What you should do: First find the line with "M846,371L1059,405V417L839,381L837,377Z" in the entries below, then set down exactly every line through the line with "80 m²</p><p>میرپور روڈ</p></div><svg", that line included.

◇ ◇ ◇ ◇ ◇

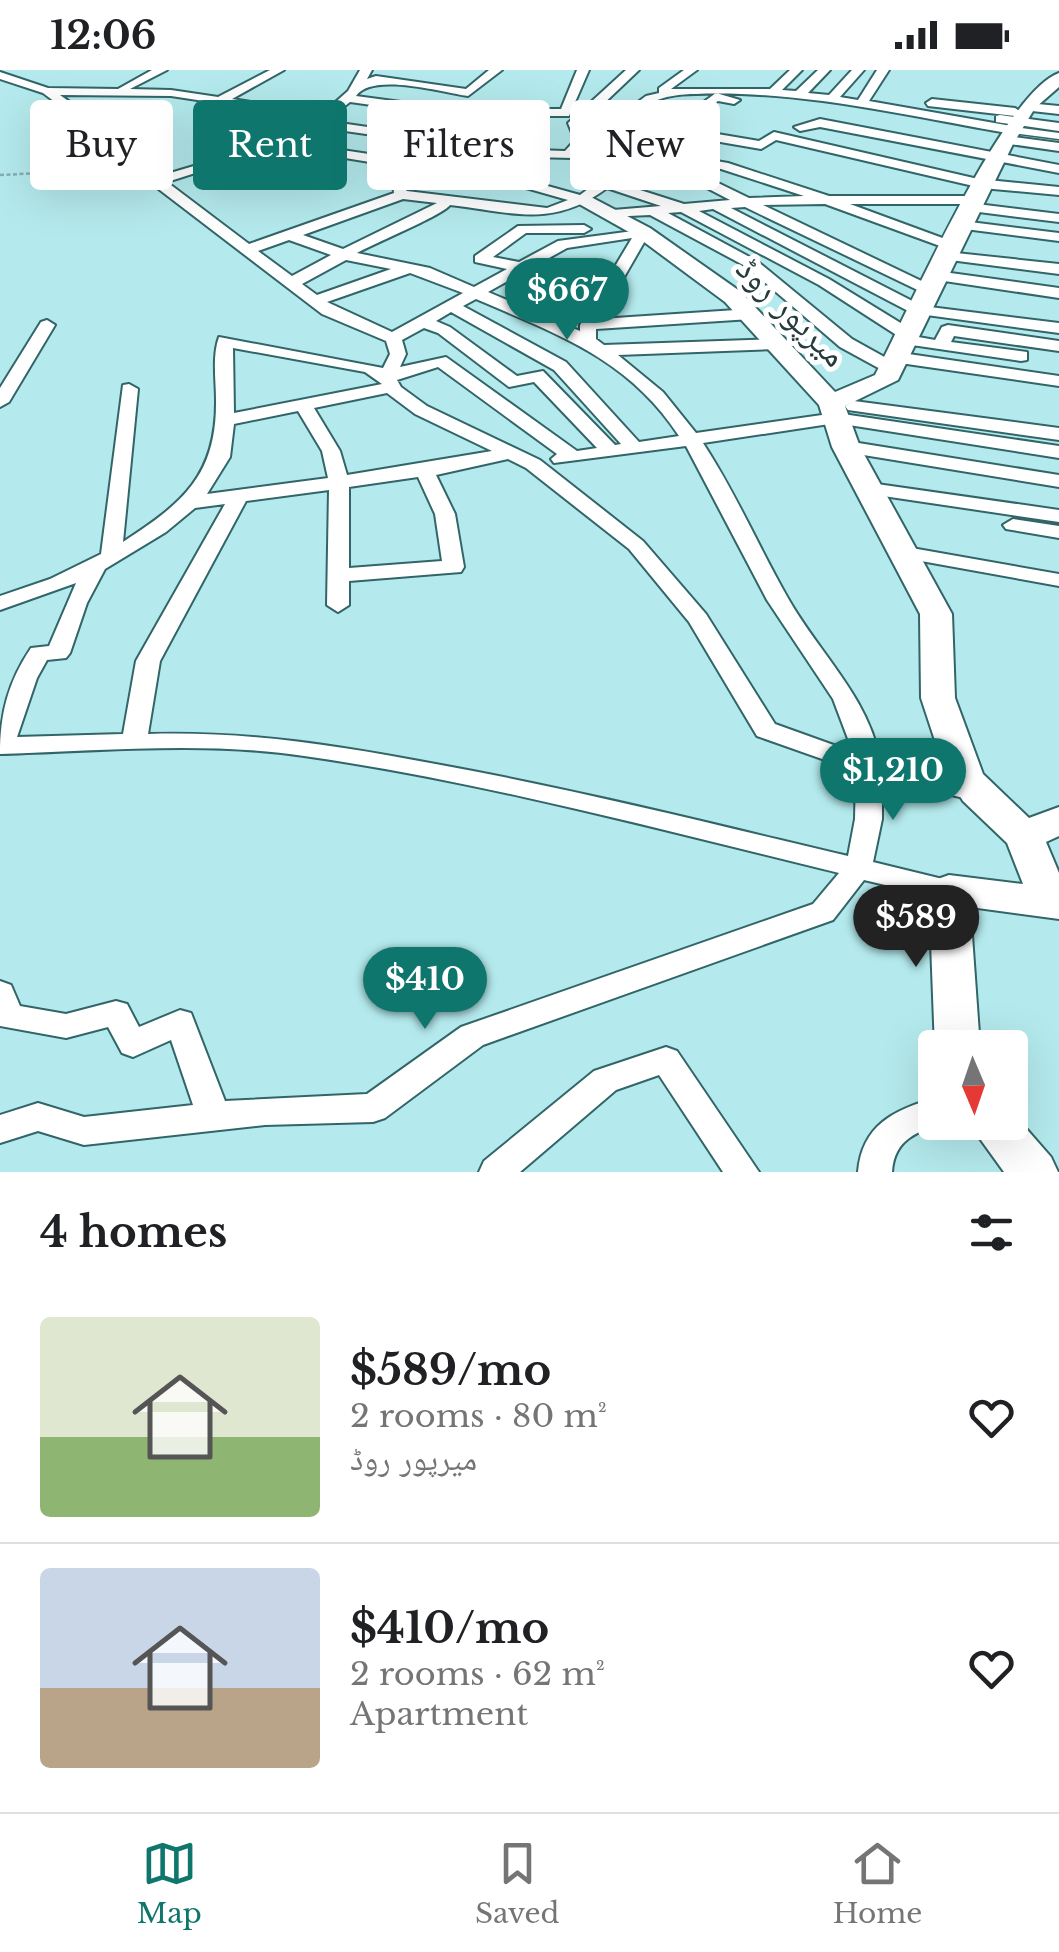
<!DOCTYPE html>
<meta charset="utf-8">
<style>
body{margin:0;font-family:"Libre Baskerville","Noto Naskh Arabic",serif;background:#f6f6f6;color:#202124;height:100vh;display:flex;flex-direction:column;font-size:38px;white-space:nowrap}
*{box-sizing:border-box;margin:0}
p{font-size:32px;color:#757577}
.icon{flex:none;width:55px;height:55px;fill:none;stroke:currentColor;stroke-width:2;stroke-linecap:round;stroke-linejoin:round}
.map{position:relative;height:1102px;overflow:hidden}
.panel{display:flex;flex-direction:column;background:#fff;flex:1}
.panel>*{flex:none}
.guide{position:absolute;left:30px;top:30px;width:1000px;height:90px;display:flex;gap:20px}
.needle{width:65px;rotate:178deg}
.controls{position:absolute;left:918px;top:960px;display:grid;gap:20px}
.controls a{display:grid;place-items:center;width:110px;height:110px;border-radius:10px;background:#fff;box-shadow:0 10px 40px #0002;font-size:50px}
.price{position:absolute;translate:-50% -85px;padding:0 22px;border-radius:35px;background:#0f766e;color:#fff;font-size:32px;line-height:65px;filter:drop-shadow(0 2px 5px #0008)}
.price::after{content:'';position:absolute;left:50%;top:60px;width:30px;height:22px;margin-left:-15px;background:inherit;clip-path:polygon(0 0,100% 0,50% 100%)}
.price.current{background:#222;color:#fff}
ul{padding:0;list-style:none}
li{display:flex;align-items:center;gap:30px;height:250px;padding:0 40px}
li+li{border-top:2px solid #e0e0e0}
li span{display:grid;place-items:center;flex:none;width:280px;height:200px;border-radius:10px;color:#555}
li>.icon{margin-inline-start:auto}
span .icon{width:120px;height:120px;fill:#fffc;stroke-width:1}
li b{font-size:42px}
h2{display:flex;justify-content:space-between;align-items:center;height:120px;padding:0 40px;font-size:42px}
.chip{padding:0 35px;border-radius:10px;background:#fff;box-shadow:0 10px 40px #0002;font-size:35px;line-height:90px}
.chip.current{background:#0f766e;color:#fff}
.status{display:flex;justify-content:space-between;align-items:center;height:70px;padding:0 50px;background:#fff;direction:ltr}
.status svg{height:28px;fill:currentColor}
.dock{display:flex;justify-content:space-around;align-items:center;height:140px;border-top:2px solid #e0e0e0;background:#fff;font-size:28px;color:#757577}
.dock a{display:grid;justify-items:center;gap:5px}
.dock .current{color:#0f766e}
.map>svg:first-child{display:block}
.lines{fill:none;stroke-linecap:round;stroke-linejoin:round}
.lane-casing{stroke:#326568;stroke-width:9}
.street-casing{stroke:#326568;stroke-width:4}
.secondary-casing{stroke:#326568;stroke-width:4}
.path{stroke:#83aeb0;stroke-width:2.5;stroke-dasharray:4 2.5;stroke-linecap:butt}
.lane{stroke:#fff;stroke-width:6}
.street{fill:#fff;fill-rule:evenodd}
.secondary{fill:#fff;fill-rule:evenodd}
.labels{text-anchor:middle;dominant-baseline:central;stroke-width:10;stroke-linejoin:round;paint-order:stroke}
.street-label{font-size:35px;fill:#253b3c;stroke:#fff}
</style>
<div class="status"><b>12:06</b><svg viewBox="0 0 49 12"><path d="M0 12V9h3v3zM5 12V6h3v6zM10 12V3h3v9zM15 12V0h3v12zM26 1h20v11H26zM47 4h2v5h-2z"/></svg></div>
<div class="map">
<svg width="1059" height="1102" viewBox="0 0 1059 1102">
<rect width="100%" height="100%" fill="#b4eaed"/>
<g class="lines">
<g class="lane-casing">
<path id="lane" d="M1013,60L1059,66"/>
</g>
<g class="street-casing">
<path id="street" d="M152,0H167L130,19L171,20L218,27L270,0H284L232,29L323,43L348,21L360,0H372L367,9L376,6L466,19L489,0H502L468,26C441,22 372,2 356,26L446,38L452,42L533,49L538,39H561L577,0H589L569,46H546L537,57L476,52L468,57L474,61L472,64L450,82L466,85L474,78L565,81L575,70L568,53L626,0H639L579,57L588,70L573,88L479,86L471,93L441,89L435,94L508,105L580,125L612,101L615,83L594,75L595,48L615,49L646,26L659,23V18L684,0H697L671,19H770L790,0H802L782,20L796,21L818,0H830L808,23L829,25L852,0H864L840,27L858,30L877,0H889L869,31L1017,57V63L1013,64C907,46 802,20 696,24C682,24 663,26 651,33C634,43 627,58 605,55L606,73L638,79L716,23L740,30L734,34L718,31L682,58L759,71L774,62L978,109L1059,117V125L982,118L776,70L761,79L674,64L653,80L728,93L829,126H974L981,130L977,134L1059,144V152L971,141L966,140V134H850L956,173L958,176L951,180L825,134L763,135L934,217V223L928,225L745,137L731,138L922,236L1059,253V263L912,243L713,139L699,141L829,209L912,260L913,266L935,270L942,257L948,255L1059,271V281L954,266L951,272L1027,282V290L1021,291L898,273V266L819,215L681,142L668,143L757,191L852,269L888,289L889,283L895,282L1059,306V316L893,292L899,297L896,301H884L840,277L747,197L650,145L608,147V141L613,140L661,136L607,118C552,159 513,142 450,135C443,145 375,173 357,183L430,198L474,217L507,199L475,192V186L518,156L584,155L591,159L584,163H526L493,187L519,192L558,171L648,159L650,162L600,249L751,239L759,244L751,249L596,259V269L604,275L776,269L784,274L776,279L618,285L663,322L696,363L836,343L1059,376V388L836,353L703,373C736,423 759,478 789,530C820,584 868,627 880,690L985,716L989,722L985,728L976,731L882,708V749L873,792L959,813L963,820L959,827L949,830L864,810L833,850L483,975L385,1048L373,1052L265,1055L84,1075L38,1061L0,1073V1045L38,1033L84,1047L193,1035L171,970L133,987L122,983L108,957L66,968L0,956V911L11,915L20,936L66,944L116,931L127,934L139,957L180,940L191,943L225,1031L367,1024L461,957L813,834L839,803C662,760 485,712 304,686C204,671 100,681 0,684C0,644 8,612 31,578L49,576L76,513L0,540V526L50,509L101,484L123,315L129,314L138,319L123,472C183,433 217,405 216,330C216,310 212,286 219,267L383,298L390,284L386,271L322,244L152,114L123,83L43,23L0,9V2L48,18L118,19ZM60,25L171,26L314,48L238,83L160,106L133,77ZM350,32L436,44L441,49L462,50L451,60L457,64L451,69L326,51ZM317,57L443,75L422,92L289,72ZM277,77L413,99L393,115L394,123L249,174L167,112ZM628,85L721,99L804,126L749,128L712,110L626,93ZM427,101L508,113L568,130L547,138L407,121L405,119ZM625,101L703,116L730,130L684,134L615,112ZM403,129L437,133L343,179L303,165ZM632,168L580,255V261L488,222L567,178ZM289,170L331,185L292,206L258,181ZM346,190L391,199L317,225L302,214ZM410,203L463,223L392,262L327,232ZM476,229C557,264 628,288 679,366L639,372L566,292L463,236ZM451,242L554,300L621,374L615,375L543,301L517,306L450,257L436,251ZM424,258L438,263L509,317L534,312L597,378L577,381L446,287L400,297L406,284L402,270ZM233,278L365,302L382,314L234,343ZM438,297L557,384L551,389L554,393L686,376L767,530L833,629L853,682L775,654L706,544L643,471L540,390L427,336L401,317L397,310ZM387,323L415,344L492,381L347,405L340,381L314,338ZM298,341L322,381L328,408L207,424L230,387L234,354ZM508,389L526,398L629,479L689,552L757,666L856,701L855,749L848,786C713,754 578,720 441,695C340,676 252,661 148,664L160,591L246,431L329,420L327,535L338,542L349,535V511L461,502L464,497L455,444L436,405ZM418,407L435,444L442,491L349,498V417ZM225,434L136,591L123,664L17,667L37,608L47,590L66,588L70,583L87,533L105,499L166,462L195,438Z
M932,29L1015,38L1021,42L1015,46L928,36L926,33Z
M1027,33L1059,36V44L1023,40V34Z
M1000,45L1059,53V61L996,52V46Z
M820,49L1059,95V103L820,57L800,61L794,57Z
M1007,66L1059,73V81L1003,73L1001,70Z
M962,151L1059,163V171L957,158L955,155Z
M947,182L1059,194V204L942,189V183Z
M936,201L1059,218V228L931,209V203Z
M47,250L55,255L9,332L0,337V318L41,252Z
M854,331L1059,358V370L848,340L845,336Z
M846,371L1059,405V417L839,381L837,377Z
M870,413L1059,440V452L863,423L860,419Z
M1013,449L1059,456V468L1006,459L1003,455Z
M906,477L1059,504V516L899,487L895,483L899,479Z
M666,977L677,981L759,1102H723L659,1005L616,1020L520,1102H479L484,1091L594,1001Z
M935,1028V1052H945C917,1062 894,1069 892,1102H858C862,1055 894,1040 935,1028Z"/>
</g>
<g class="secondary-casing">
<path id="secondary" d="M1059,3V17L1035,38L1013,74L898,310L845,336L860,377L952,544L955,628L983,704L1029,748L1059,737V766L1046,772L1059,803V849L970,837L980,978L935,979L929,820L935,810L949,805L1023,814L1007,773L963,731L946,704L921,628L920,544L832,377L819,335L725,232L636,166L572,130L589,126L650,158L741,222L835,322L875,305C907,244 1002,24 1059,3Z
M1010,1040L1051,1087L1058,1102H1004L968,1052H1010Z"/>
</g>
<path class="path" d="M0,105L125,99"/>
<use href="#lane" class="lane"/>
<use href="#street" class="street"/>
<use href="#secondary" class="secondary"/>
</g>
<g class="labels">
<g class="street-label">
<text transform="translate(792 241) rotate(45)">میرپور روڈ</text>
</g>
</g>
</svg>
<div class="controls">
<a><svg class="needle" viewBox="-14 -14 28 28"><path d="M0-13l5 13h-10z" fill="#e53935"/><path d="M0 13l5-13h-10z" fill="#757577"/></svg></a>
</div>
<b class="price" style="left:567px;top:273px">$667</b>
<b class="price" style="left:893px;top:753px">$1,210</b>
<b class="price current" style="left:916px;top:900px">$589</b>
<b class="price" style="left:425px;top:962px">$410</b>
<div class="guide">
<a class="chip">Buy</a>
<a class="chip current">Rent</a>
<a class="chip">Filters</a>
<a class="chip">New</a>
</div>
</div>
<section class="panel">
<h2>4 homes<svg class="icon" aria-label="filters" viewBox="0 0 24 24"><path d="M4 7h16M4 17h16"/><circle cx="9" cy="7" r="2"/><circle cx="15" cy="17" r="2"/></svg></h2>
<ul>
<li><span style="background:linear-gradient(#dfe7d0 60%,#8fb573 0)"><svg class="icon" aria-label="home" viewBox="0 0 24 24"><path d="M3 11l9-7 9 7M6 9v11h12V9"/></svg></span><div><b>$589/mo</b><p>2 rooms · 80 m²</p><p>میرپور روڈ</p></div><svg class="icon" aria-label="heart" viewBox="0 0 24 24"><path d="M12 20l-8-8c-3-5 5-10 8-4 3-6 11-1 8 4z"/></svg></li>
<li><span style="background:linear-gradient(#c9d6e8 60%,#b9a48a 0)"><svg class="icon" aria-label="home" viewBox="0 0 24 24"><path d="M3 11l9-7 9 7M6 9v11h12V9"/></svg></span><div><b>$410/mo</b><p>2 rooms · 62 m²</p><p>Apartment</p></div><svg class="icon" aria-label="heart" viewBox="0 0 24 24"><path d="M12 20l-8-8c-3-5 5-10 8-4 3-6 11-1 8 4z"/></svg></li>
</ul>
</section>
<nav class="dock">
<a class="current"><svg class="icon" aria-label="map" viewBox="0 0 24 24"><path d="M3 6l6-2 6 2 6-2v14l-6 2-6-2-6 2zM9 4v14M15 6v14"/></svg>Map</a>
<a><svg class="icon" aria-label="saved" viewBox="0 0 24 24"><path d="M7 4h10v16l-5-4-5 4z"/></svg>Saved</a>
<a><svg class="icon" aria-label="home" viewBox="0 0 24 24"><path d="M3 11l9-7 9 7M6 9v11h12V9"/></svg>Home</a>
</nav>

◇ ◇ ◇ ◇ ◇

Answer for this exercise:
M846,371L1059,405V417L839,381L837,377Z
M870,413L1059,440V452L863,423L860,419Z
M1013,449L1059,456V468L1006,459L1003,455Z
M906,477L1059,504V516L899,487L895,483L899,479Z
M666,977L677,981L759,1102H723L659,1005L616,1020L520,1102H479L484,1091L594,1001Z
M935,1028V1052H945C917,1062 894,1069 892,1102H858C862,1055 894,1040 935,1028Z"/>
</g>
<g class="secondary-casing">
<path id="secondary" d="M1059,3V17L1035,38L1013,74L898,310L845,336L860,377L952,544L955,628L983,704L1029,748L1059,737V766L1046,772L1059,803V849L970,837L980,978L935,979L929,820L935,810L949,805L1023,814L1007,773L963,731L946,704L921,628L920,544L832,377L819,335L725,232L636,166L572,130L589,126L650,158L741,222L835,322L875,305C907,244 1002,24 1059,3Z
M1010,1040L1051,1087L1058,1102H1004L968,1052H1010Z"/>
</g>
<path class="path" d="M0,105L125,99"/>
<use href="#lane" class="lane"/>
<use href="#street" class="street"/>
<use href="#secondary" class="secondary"/>
</g>
<g class="labels">
<g class="street-label">
<text transform="translate(792 241) rotate(45)">میرپور روڈ</text>
</g>
</g>
</svg>
<div class="controls">
<a><svg class="needle" viewBox="-14 -14 28 28"><path d="M0-13l5 13h-10z" fill="#e53935"/><path d="M0 13l5-13h-10z" fill="#757577"/></svg></a>
</div>
<b class="price" style="left:567px;top:273px">$667</b>
<b class="price" style="left:893px;top:753px">$1,210</b>
<b class="price current" style="left:916px;top:900px">$589</b>
<b class="price" style="left:425px;top:962px">$410</b>
<div class="guide">
<a class="chip">Buy</a>
<a class="chip current">Rent</a>
<a class="chip">Filters</a>
<a class="chip">New</a>
</div>
</div>
<section class="panel">
<h2>4 homes<svg class="icon" aria-label="filters" viewBox="0 0 24 24"><path d="M4 7h16M4 17h16"/><circle cx="9" cy="7" r="2"/><circle cx="15" cy="17" r="2"/></svg></h2>
<ul>
<li><span style="background:linear-gradient(#dfe7d0 60%,#8fb573 0)"><svg class="icon" aria-label="home" viewBox="0 0 24 24"><path d="M3 11l9-7 9 7M6 9v11h12V9"/></svg></span><div><b>$589/mo</b><p>2 rooms · 80 m²</p><p>میرپور روڈ</p></div><svg class="icon" aria-label="heart" viewBox="0 0 24 24"><path d="M12 20l-8-8c-3-5 5-10 8-4 3-6 11-1 8 4z"/></svg></li>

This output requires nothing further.